**Problem to work on:** Return all the entries word for word.

**Study material:**
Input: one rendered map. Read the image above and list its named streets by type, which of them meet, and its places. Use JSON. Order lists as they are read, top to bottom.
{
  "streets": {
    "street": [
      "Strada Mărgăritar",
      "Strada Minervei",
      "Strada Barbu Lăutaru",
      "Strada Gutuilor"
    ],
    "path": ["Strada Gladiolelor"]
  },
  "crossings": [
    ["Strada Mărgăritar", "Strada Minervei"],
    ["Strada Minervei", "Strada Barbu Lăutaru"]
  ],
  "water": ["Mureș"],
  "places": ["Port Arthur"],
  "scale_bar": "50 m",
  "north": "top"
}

**Solution below:**
Input: one rendered map. Read the image above and list its named streets by type, which of them meet, and its places. Use JSON. Order lists as they are read, top to bottom.
{
  "streets": {
    "street": [
      "Strada Mărgăritar",
      "Strada Minervei",
      "Strada Barbu Lăutaru",
      "Strada Gutuilor"
    ],
    "path": ["Strada Gladiolelor"]
  },
  "crossings": [
    ["Strada Mărgăritar", "Strada Minervei"],
    ["Strada Minervei", "Strada Barbu Lăutaru"]
  ],
  "water": ["Mureș"],
  "places": ["Port Arthur"],
  "scale_bar": "50 m",
  "north": "top"
}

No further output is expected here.